[ENTRIES PROVIDED — start]

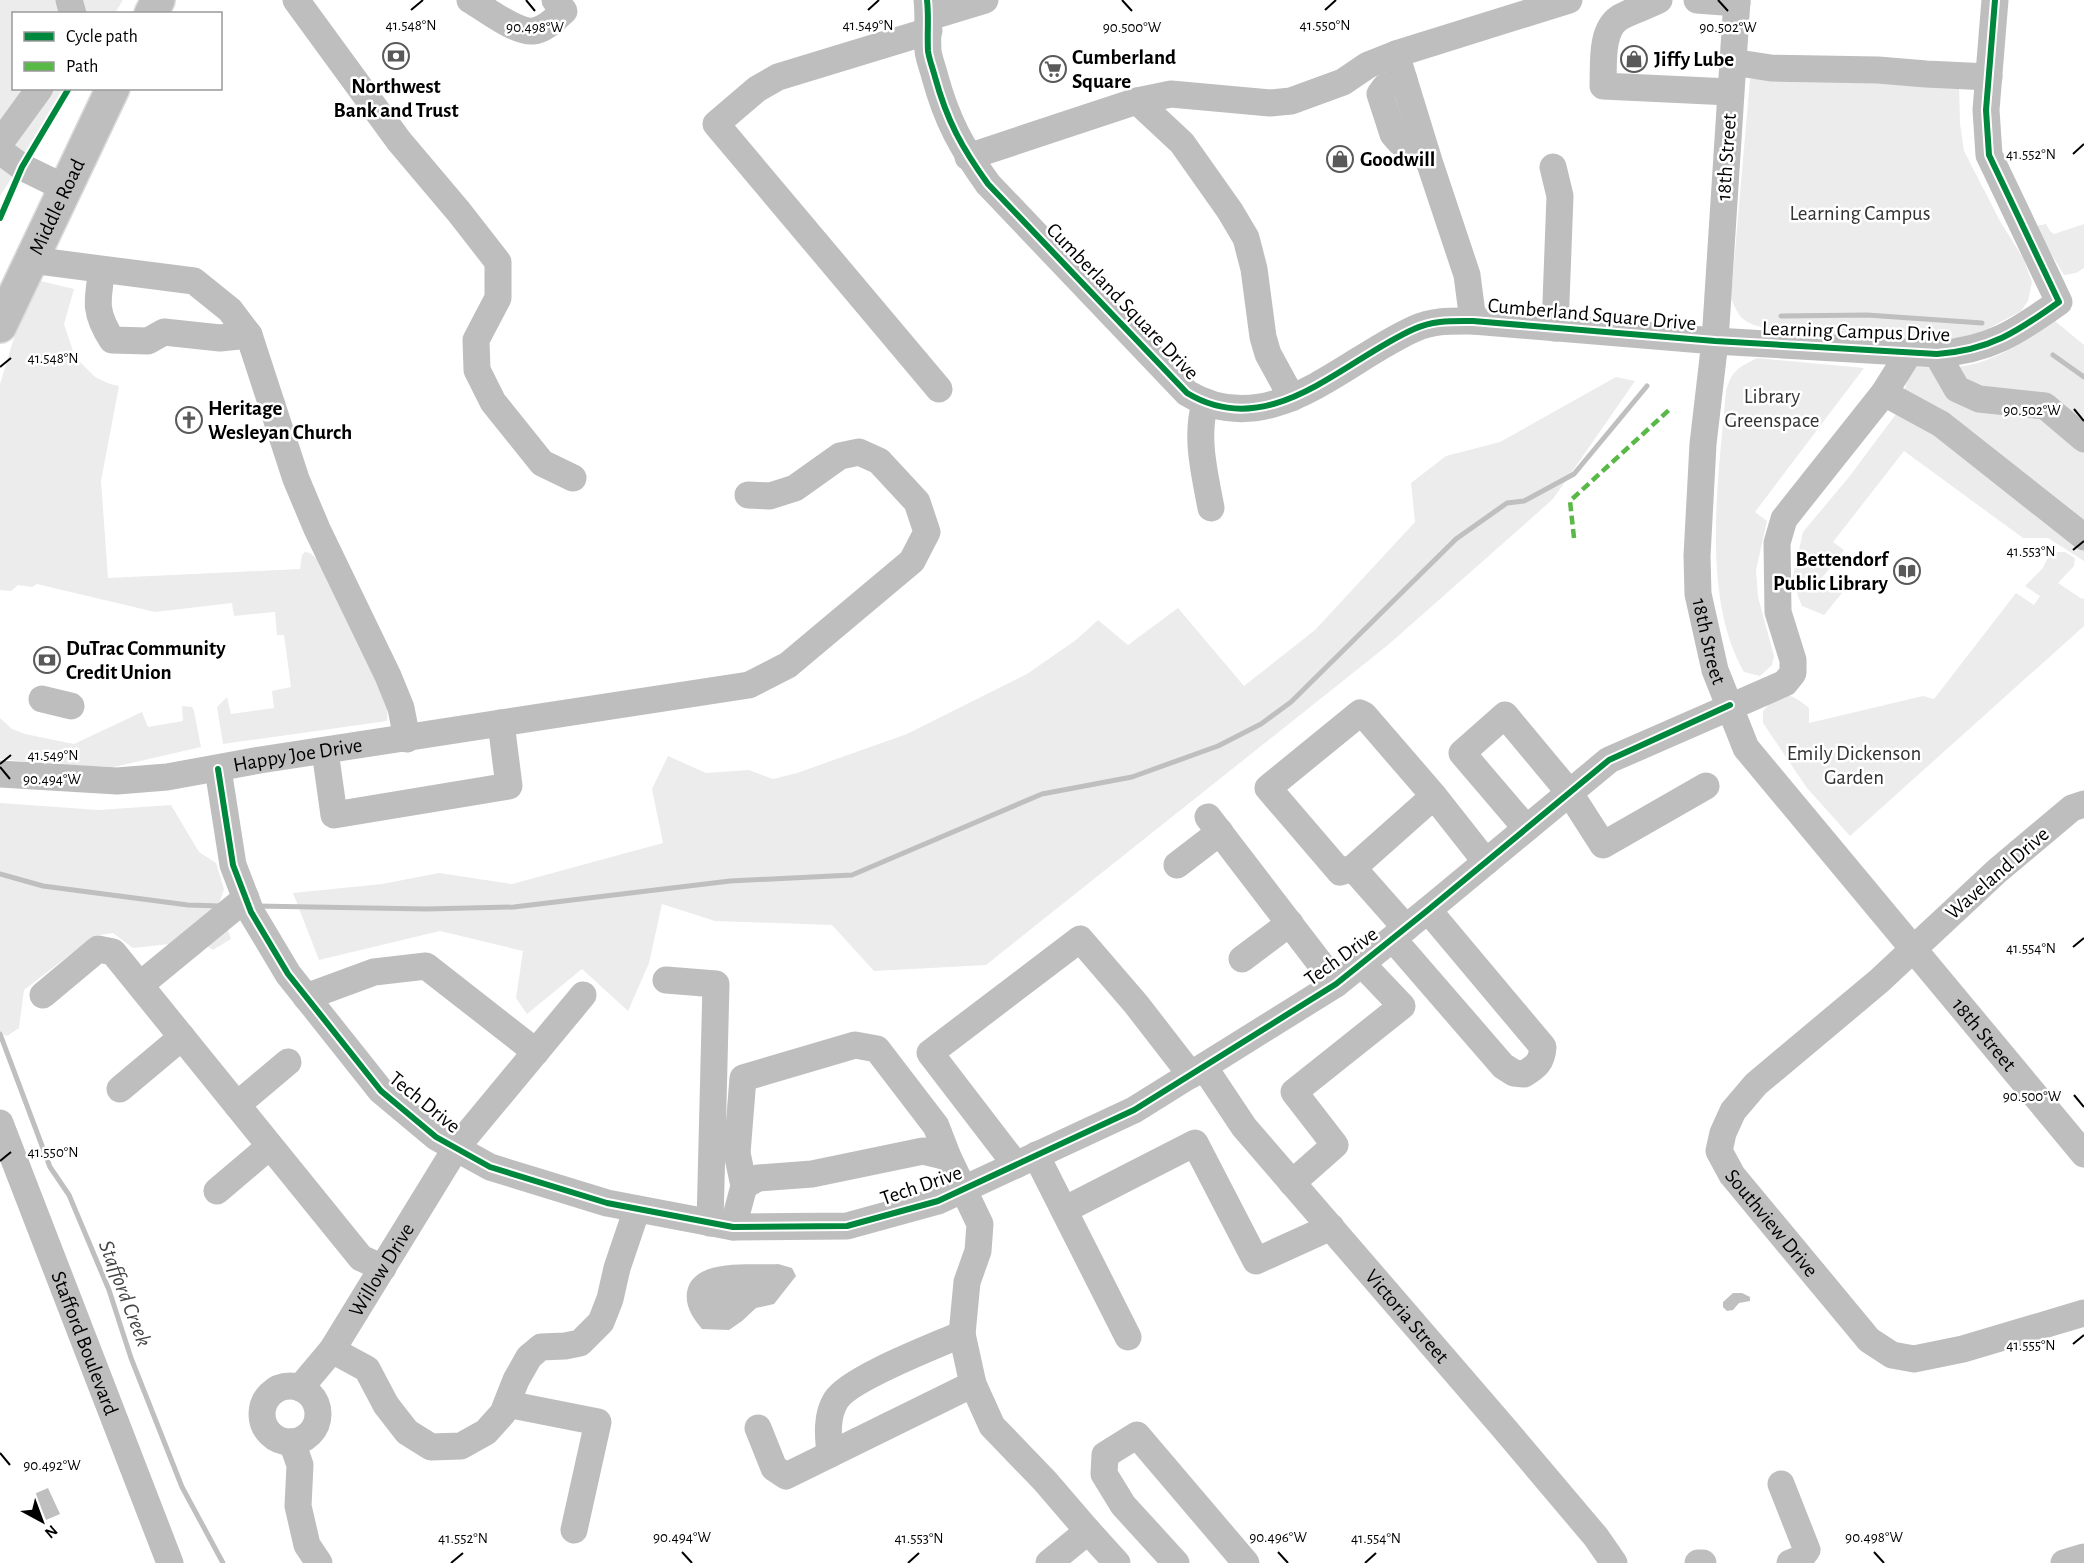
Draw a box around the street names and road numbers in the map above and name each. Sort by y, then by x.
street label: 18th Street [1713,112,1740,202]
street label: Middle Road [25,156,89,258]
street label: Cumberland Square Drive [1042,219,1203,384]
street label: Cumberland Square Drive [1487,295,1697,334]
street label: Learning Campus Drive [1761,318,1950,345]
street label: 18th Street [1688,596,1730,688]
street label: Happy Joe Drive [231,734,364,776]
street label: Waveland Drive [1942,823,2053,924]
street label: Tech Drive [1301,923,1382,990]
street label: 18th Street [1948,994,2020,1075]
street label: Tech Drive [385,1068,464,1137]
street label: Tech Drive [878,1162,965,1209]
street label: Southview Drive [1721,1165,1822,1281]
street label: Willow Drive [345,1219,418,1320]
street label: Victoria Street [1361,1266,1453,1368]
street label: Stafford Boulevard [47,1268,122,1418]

[ENTRIES PROVIDED — finish]

* TASK:
Copy out, from the material above, each line in which the string "Drive" is found.

* EXPECTED ANSWER:
street label: Cumberland Square Drive [1042,219,1203,384]
street label: Cumberland Square Drive [1487,295,1697,334]
street label: Learning Campus Drive [1761,318,1950,345]
street label: Happy Joe Drive [231,734,364,776]
street label: Waveland Drive [1942,823,2053,924]
street label: Tech Drive [1301,923,1382,990]
street label: Tech Drive [385,1068,464,1137]
street label: Tech Drive [878,1162,965,1209]
street label: Southview Drive [1721,1165,1822,1281]
street label: Willow Drive [345,1219,418,1320]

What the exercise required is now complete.